Reporting Reg Chapman
MINNEAPOLIS (WCCO) — A narrow re-election win last November has kept Congresswoman Michelle Bachmann out of the spotlight in recent months. But she got a warm welcome when she stood before the annual Conservative Political Action Conference (CPAC) in suburban Washington, D.C.
She talked about the conservative movement being one of “care and compassion.” It wasn’t the Michelle Bachmann many of us are used to seeing.
“We’re a growing movement of people who care about all Americans,” Bachmann said.
Larry Jacobs, political science professor at the University of Minnesota, says Bachmann has re-appeared in new packaging – but what’s inside has not changed.
“We’ve got a more caring Michelle Bachmann, but selling the same conservative platform,” Jacobs said. “It looks to be very much the same sort of stick to the 2nd Amendment with no compromises, a fairly hard attack on government bureaucracy and an unrelenting challenge to President Obama for being missing in action – particularly in regards to Benghazi in Libya.”
She drew supportive booing from the crowd when criticizing the way the White House is run, claiming the first family has a lavish lifestyle.
“We are also the ones who are paying for someone to walk the president’s dog,” Bachmann said.
In terms of policy or politics, the congresswoman didn’t change her position.

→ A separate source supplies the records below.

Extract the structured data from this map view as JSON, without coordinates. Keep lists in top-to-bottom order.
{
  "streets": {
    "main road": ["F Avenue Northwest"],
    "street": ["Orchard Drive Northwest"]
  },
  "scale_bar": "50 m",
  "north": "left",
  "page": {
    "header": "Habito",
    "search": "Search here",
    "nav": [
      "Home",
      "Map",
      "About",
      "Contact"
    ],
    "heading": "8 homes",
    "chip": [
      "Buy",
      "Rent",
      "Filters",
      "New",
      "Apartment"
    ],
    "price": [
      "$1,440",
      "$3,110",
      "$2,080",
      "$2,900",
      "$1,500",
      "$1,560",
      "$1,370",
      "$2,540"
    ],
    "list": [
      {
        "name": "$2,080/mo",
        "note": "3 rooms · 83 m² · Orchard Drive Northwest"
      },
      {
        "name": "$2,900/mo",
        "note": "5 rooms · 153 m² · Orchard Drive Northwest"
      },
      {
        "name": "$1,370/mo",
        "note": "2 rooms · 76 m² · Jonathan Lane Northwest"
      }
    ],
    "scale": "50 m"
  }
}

But her effort to soften the edges of her brand of conservatism is something Jacobs sees the GOP trying to do as well.
“I think there is a rebranding effort. I think there is an effort to soften the message. But I think the product is the same,” he said.
Jacobs expects Bachmann to pay more attention to the people she serves in Minnesota, while spending less time attacking the politics of her rivals.
The DFL is already gearing up to challenge Bachmann for her seat in 2014. The committee chair said they’re raising money for Jim Graves’ second campaign. Graves hasn’t publicly announced if he’ll run again.